Another point mentioned in the document is about the treaties and agreements signed in different tenures. The document states that “treaties that are against national interest should be reviewed and new treaties should be negotiated if necessary”. However, this is an old rhetoric in Nepal and no concrete steps have been taken in this regard. For example, the peace and friendship treaty of 1950 with India is still in effect. Some articles of the treaty have become obsolete and there have been calls from various quarters in Nepal to replace it with a new treaty that reflects the current realities and aspirations of both countries. However, India has been hesitant to renegotiate the treaty, arguing that it has been the bedrock of the India-Nepal relationship and that any changes should be made only after a thorough review.
It must be recollected here that India and Bhutan signed a new treaty in 2007, replacing the 1949 treaty.
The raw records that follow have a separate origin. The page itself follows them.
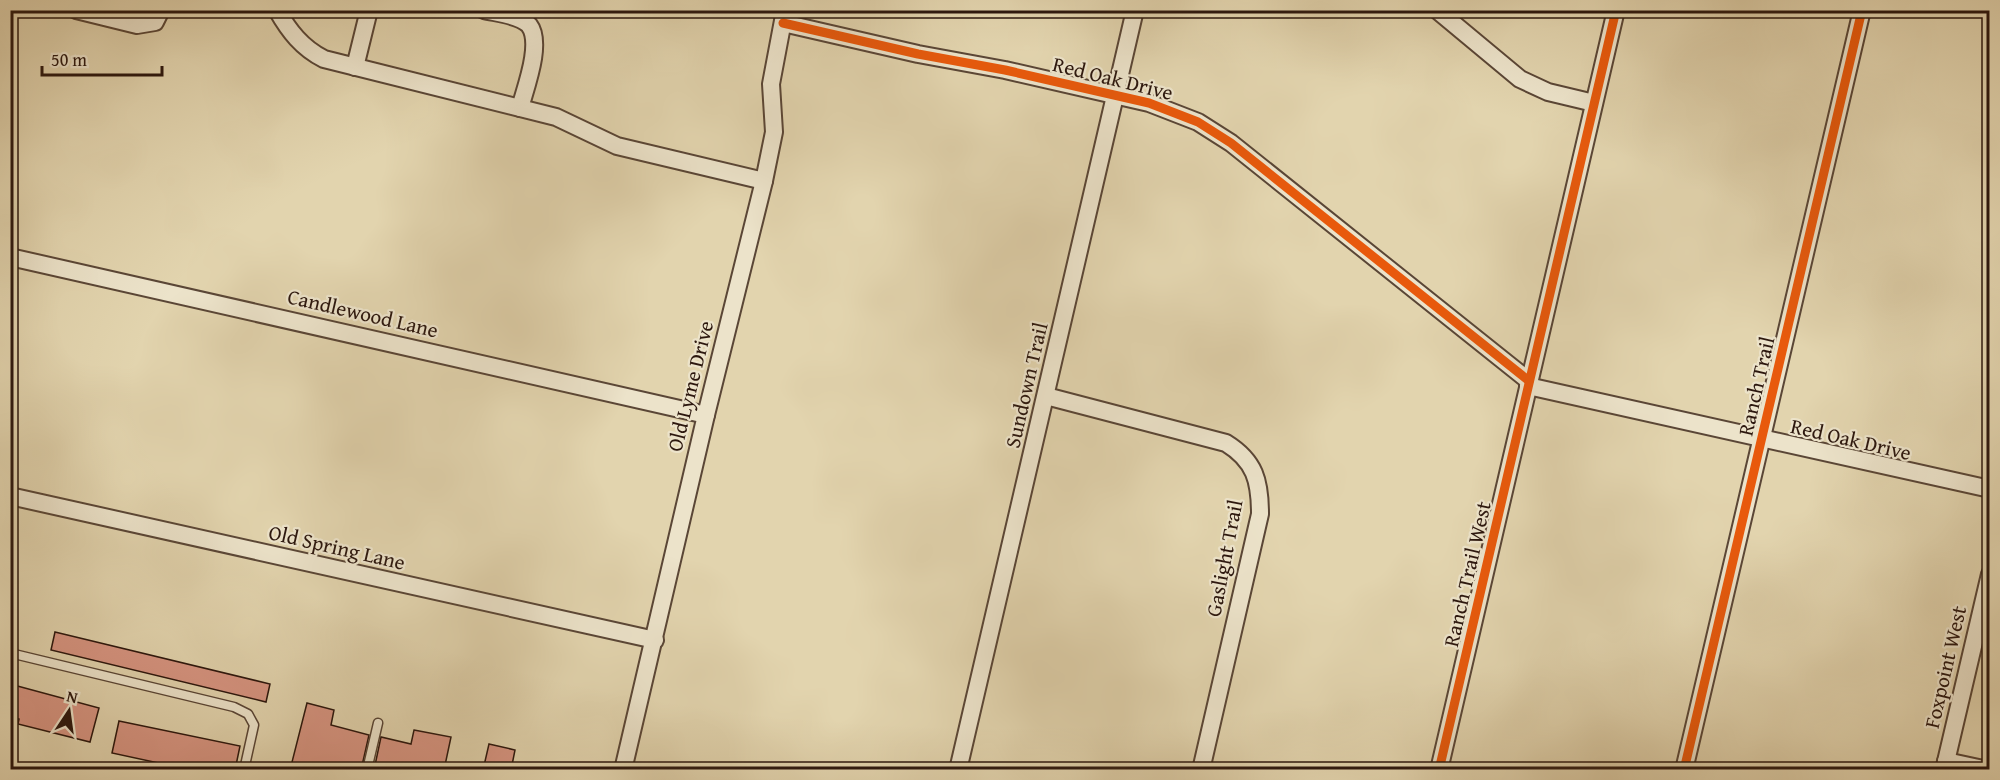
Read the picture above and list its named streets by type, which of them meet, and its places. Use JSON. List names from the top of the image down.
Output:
{
  "streets": {
    "street": [
      "Red Oak Drive",
      "Candlewood Lane",
      "Sundown Trail",
      "Old Lyme Drive",
      "Ranch Trail",
      "Old Spring Lane",
      "Gaslight Trail",
      "Ranch Trail West",
      "Foxpoint West"
    ]
  },
  "crossings": [
    ["Red Oak Drive", "Sundown Trail"],
    ["Red Oak Drive", "Old Lyme Drive"],
    ["Red Oak Drive", "Ranch Trail"],
    ["Red Oak Drive", "Ranch Trail West"],
    ["Candlewood Lane", "Old Lyme Drive"],
    ["Sundown Trail", "Gaslight Trail"],
    ["Old Lyme Drive", "Old Spring Lane"]
  ],
  "scale_bar": "50 m",
  "north": "top"
}
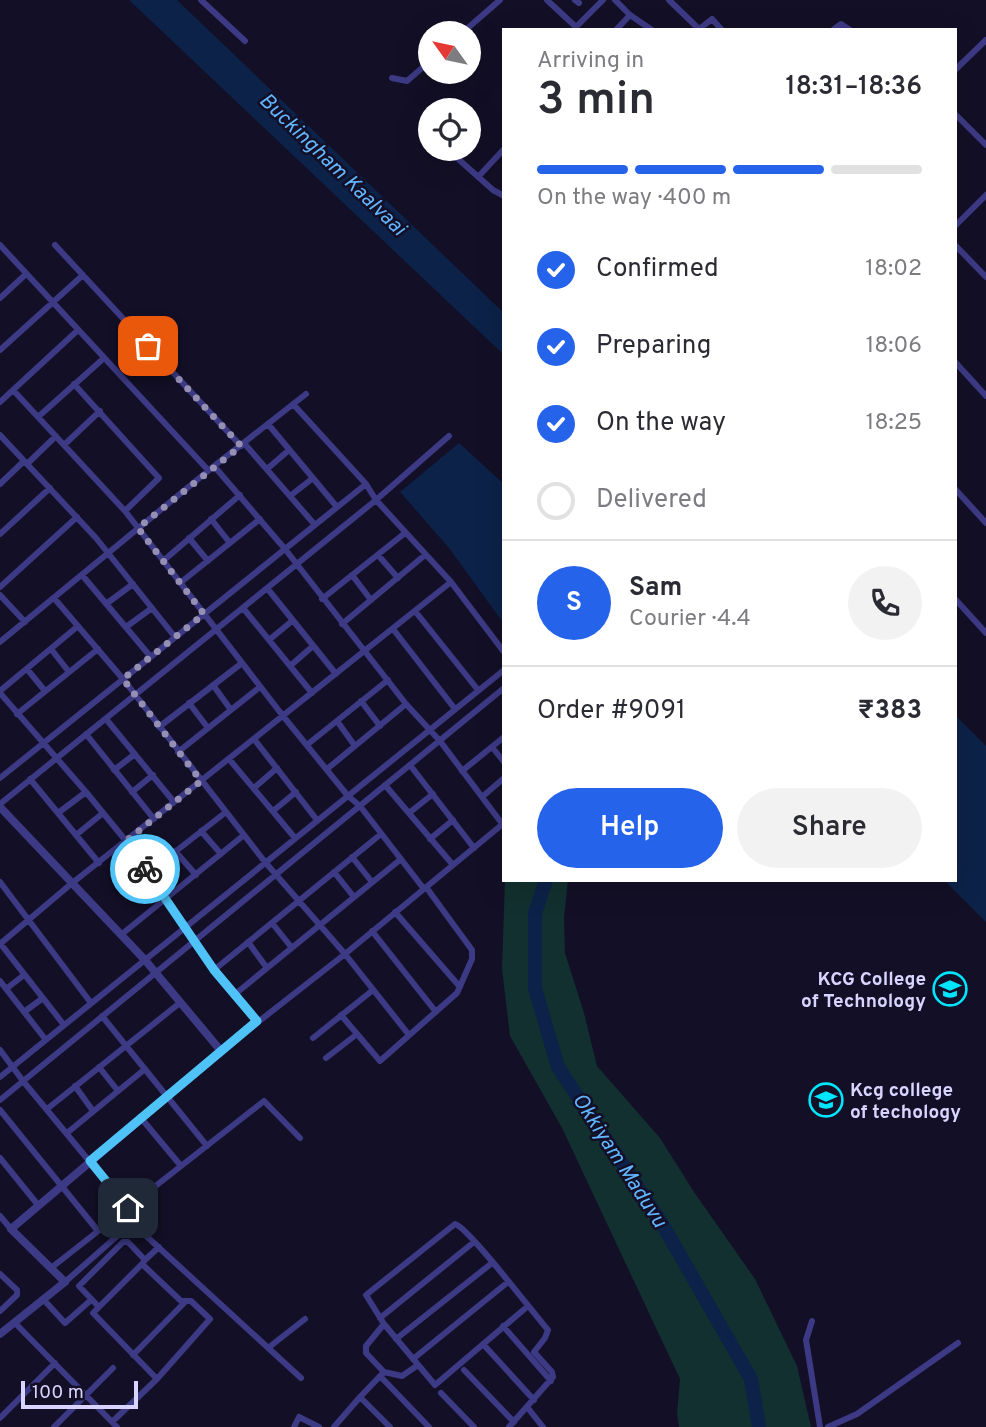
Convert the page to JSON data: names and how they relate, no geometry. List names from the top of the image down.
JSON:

The new treaty reflected the evolving nature of the India-Bhutan relationship and provided for greater cooperation in areas such as trade, security, and energy. This could serve as a model for India and Nepal to negotiate a new treaty that reflects their current relationship.
Nepal and India have done ground work to review the overall relations through the formation of Eminent Persons Group (EPG), which sought to submit its report to both the governments in 2018, but it has not yet been received by both PMs. It is unfortunate that the report has not been given the attention it deserves by both governments, as it represents a valuable effort to address long-standing issues in the relationship between Nepal and India.
The EPG report should have been an important basis for discussions between the two countries, and it is important that both sides recognize the value of the report and work toward implementing its recommendations. But this government has not even mentioned the word ‘EPG’ in its CMP. The EPG report could serve as a valuable guide in building new relationships, and it is important that both governments take it seriously and work toward implementing its recommendations.
The CMP has a section titled “International Relations”, which consists of six points, with three major ones. The initial point stresses the significance of regional integration, which Nepal has traditionally backed, while also ensuring that its territory is not utilized to the detriment of its neighboring countries. Nevertheless, there have been reports of certain erroneous attempts, prompting Nepal to exercise caution. Additionally, Nepal should take an active role in enhancing the vibrancy of regional and sub-regional forums like SAARC, BIMSTEC, and BBIN.
I agree that the idea of formulating foreign policy on the basis of national consensus is crucial for Nepal’s stability and progress. It will ensure that foreign policy decisions are made with a broad understanding and agreement on national interests and priorities. However, it remains to be seen whether the current government can actually implement this promise and bring all stakeholders on board to form a coherent foreign policy.